Recently, a division bench of the Delhi High Court had to pass an order to get a seven-year-old child with a prosthetic leg admitted to a private school in his neighbourhood in the Economically Weaker Sections’ (EWS) category. The school, Siddharth International Public School, in Delhi, had strongly resisted an order of the Motor Accident Claims Tribunal (MACT) to admit the boy to the school.
Seven-year-old Priyanshu had met with a road accident which resulted in the loss of one of his legs. His father died of cancer a few months after the accident. His mother works in a factory/workshop packing plastic spoons in boxes. She had applied to the MACT to have her son admitted in a school.
As Siddharth International Public School was considered to be a good school near the boy’s residence, MACT ordered the school to accept him in class I in the EWS category. Class I was chosen as the boy had no formal education before, therefore the Field Officer from the Department Of Education of the Delhi Government surmised that this would be a good class to commence his education.
On appeal by the school in the case, it was found by the single judge of the Delhi High Court that the MACT did not have the jurisdiction to order the school to admit the child. Nevertheless, the single judge held that under Article 226 the High Court, which is a constitutional court, it can pass orders in the interests of equity and justice. Therefore, under Article 226 and in accordance with Section 12 of the Right to Education Act, the High Court directed that the boy be admitted to the school. After the dismissal of this petition the school filed an appeal which came up before a division bench of Chief Justice G Rohini and Sangita Dhingra Sehgal.
The school argued that its 25 per cent quota for the EWS category was full and the boy was already over the upper age limit for class I. The division bench in its judgment also paraphrased the single judge’s argument against the school’s contention that the presence of the child in the class would disturb the other general category children. The point was stated thus: “The petitioner-school’s contention that admission of Master Priyanshu would have disastrous consequences for the General students already studying in Class 1, is ill-founded. On the contrary, Master Priyanshu’s admission would make the general students more sensitive and humane as they would appreciate the challenges faced by a student with disability and poverty.”

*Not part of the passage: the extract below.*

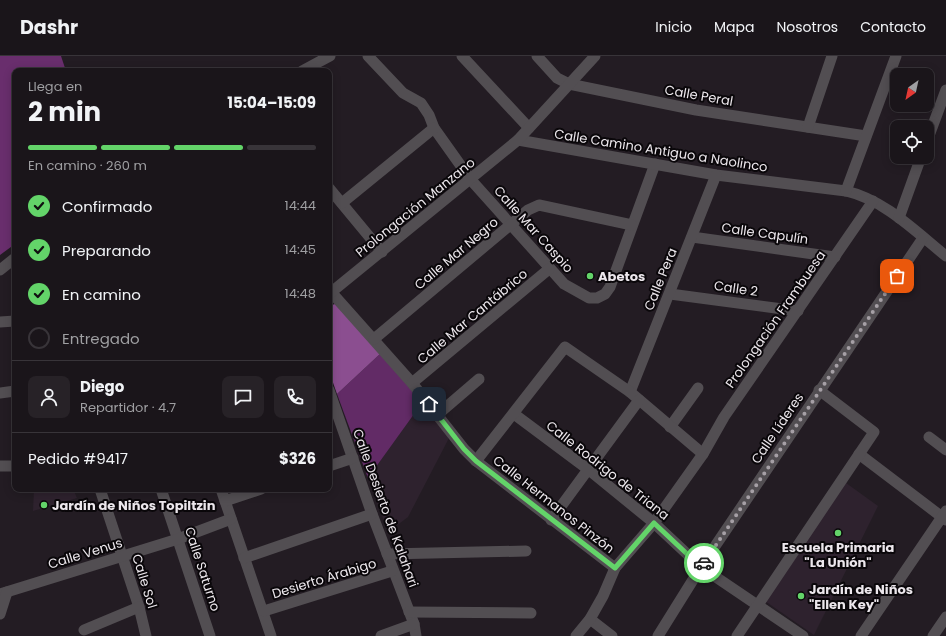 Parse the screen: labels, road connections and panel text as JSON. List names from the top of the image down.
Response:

After it was shown to the Delhi High Court that according to the calculations made by the counsel for the Government of National Capital Territory of Delhi (GNCTD), the school was not over the 25 per cent limit and could still accommodate two more children in the category, the division bench of the High Court made a significant observation in its judgment. It ruled that the 25 percent stipulation in the EWS category is not an upper limit and “the intendment of the Act is to provide admission to the children belonging to weaker sections in all schools to the extent of at least 25%”. This observation has significant ramifications for those private schools which see 25 percent as a ceiling on the intake of children from the EWS category.
Such an interpretation of the 25 percent quota may cause some worry among private schools. However, there seems to be an in-built presumption of logic that the extending of the 25 percent quota will not be imposed so as to impede the functioning of the school but is presumably more in the way of accommodating an extra child or two when the need arises as in this case of Siddharth International Public School. Or else, it should not come in the way if a private school itself chooses to increase its intake of EWS children.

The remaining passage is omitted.